#### WORK REQUEST
Look through the data below and count each line where the word "lists" appears. Reply with the count alone.

#### RECORDS FOR PROCESSING
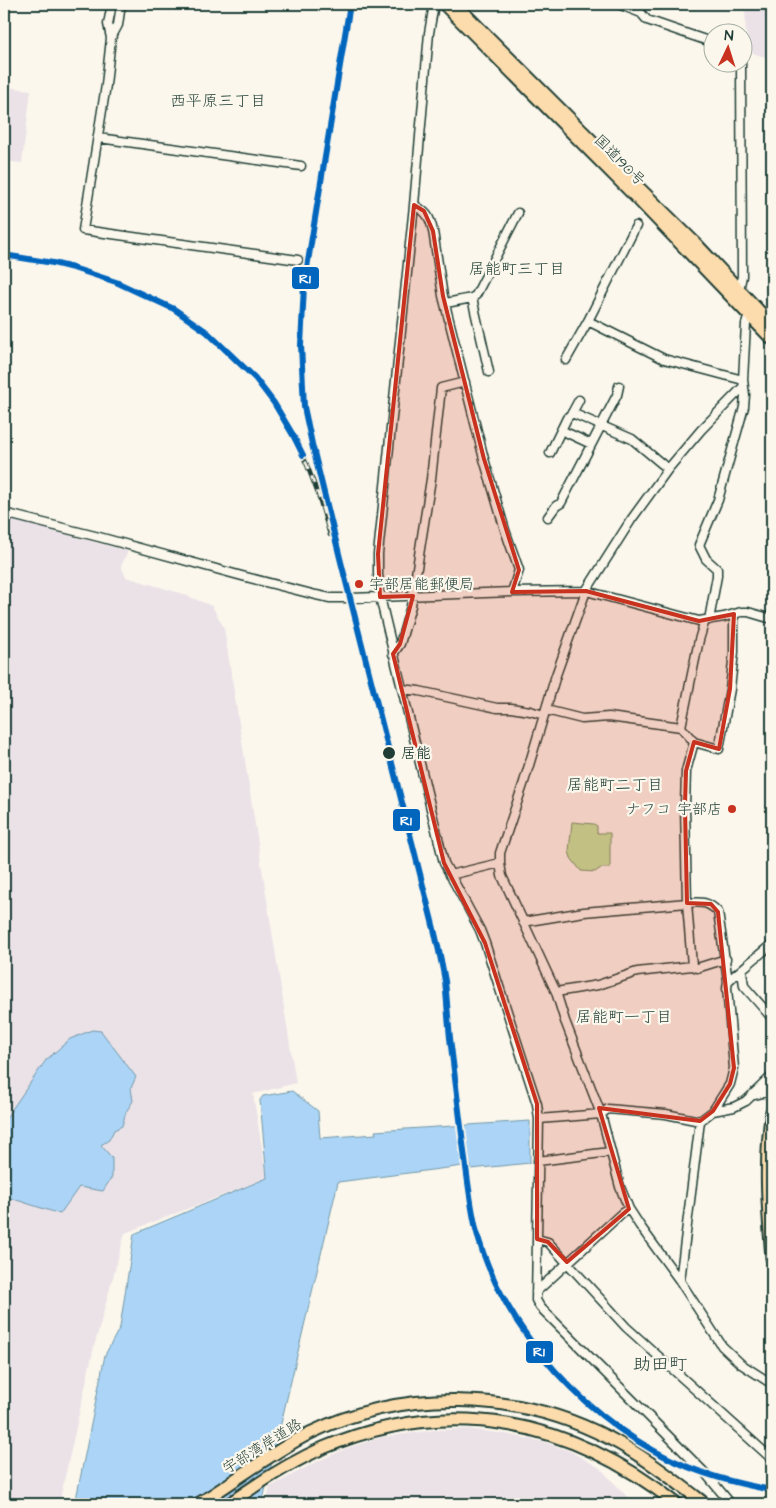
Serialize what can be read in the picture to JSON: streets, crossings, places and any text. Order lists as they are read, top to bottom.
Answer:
{
  "streets": {
    "highway": ["国道190号", "宇部湾岸道路"]
  },
  "districts": [
    "西平原三丁目",
    "居能町三丁目",
    "居能町二丁目",
    "居能町一丁目",
    "助田町"
  ],
  "places": ["宇部居能郵便局", "居能", "ナフコ 宇部店"],
  "lines": ["transit line R1"],
  "north": "top"
}
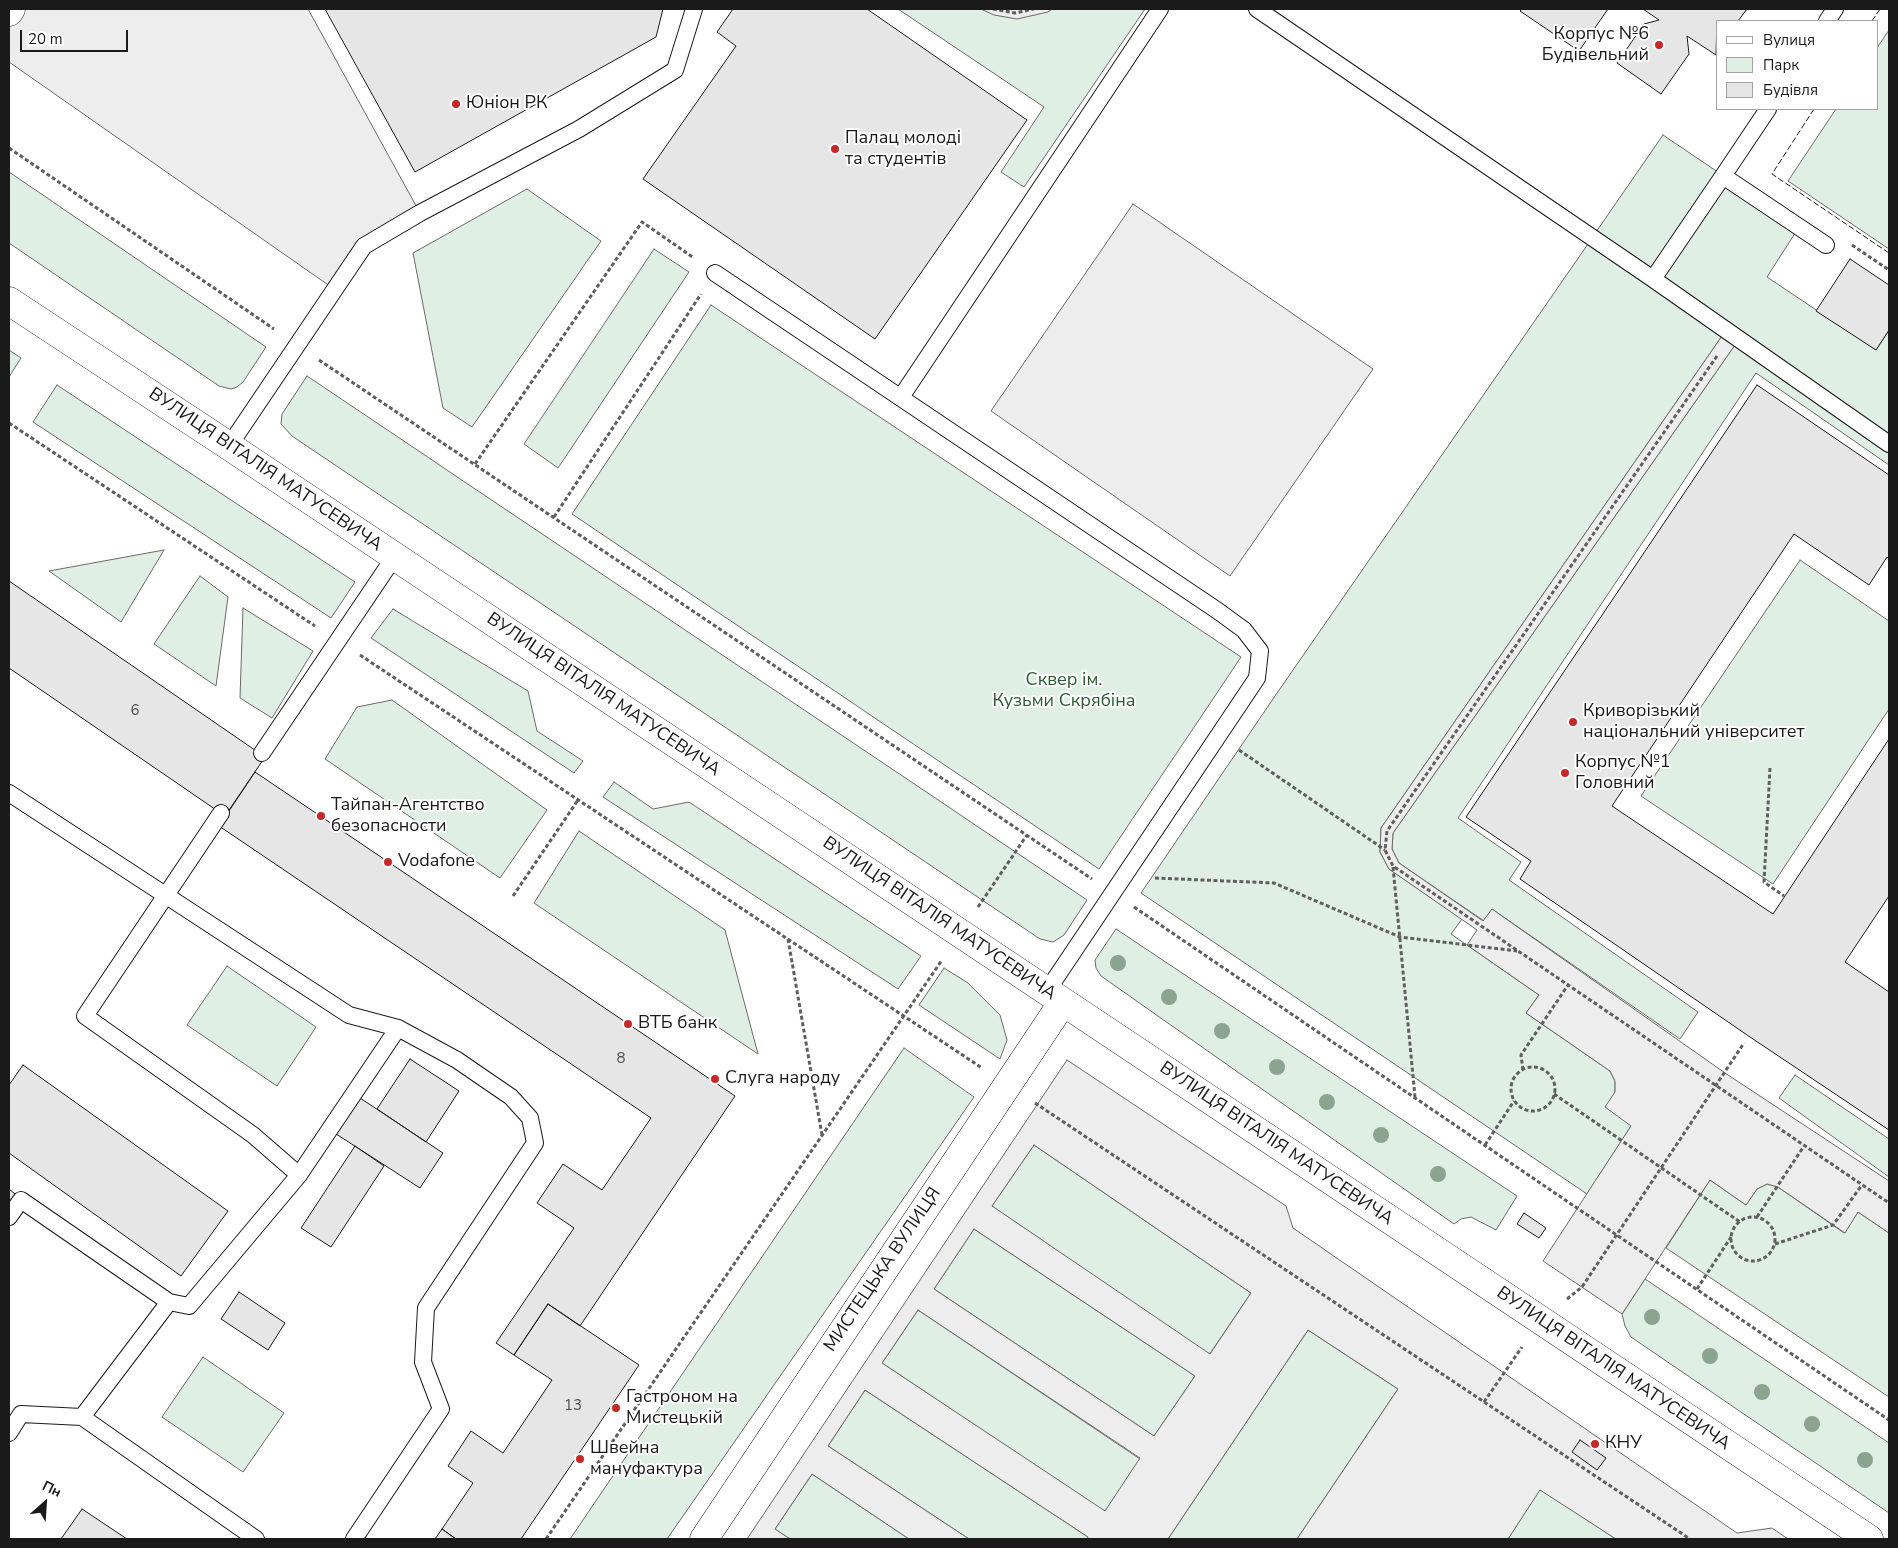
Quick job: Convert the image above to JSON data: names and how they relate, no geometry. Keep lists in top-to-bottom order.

#### TASK OUTPUT
2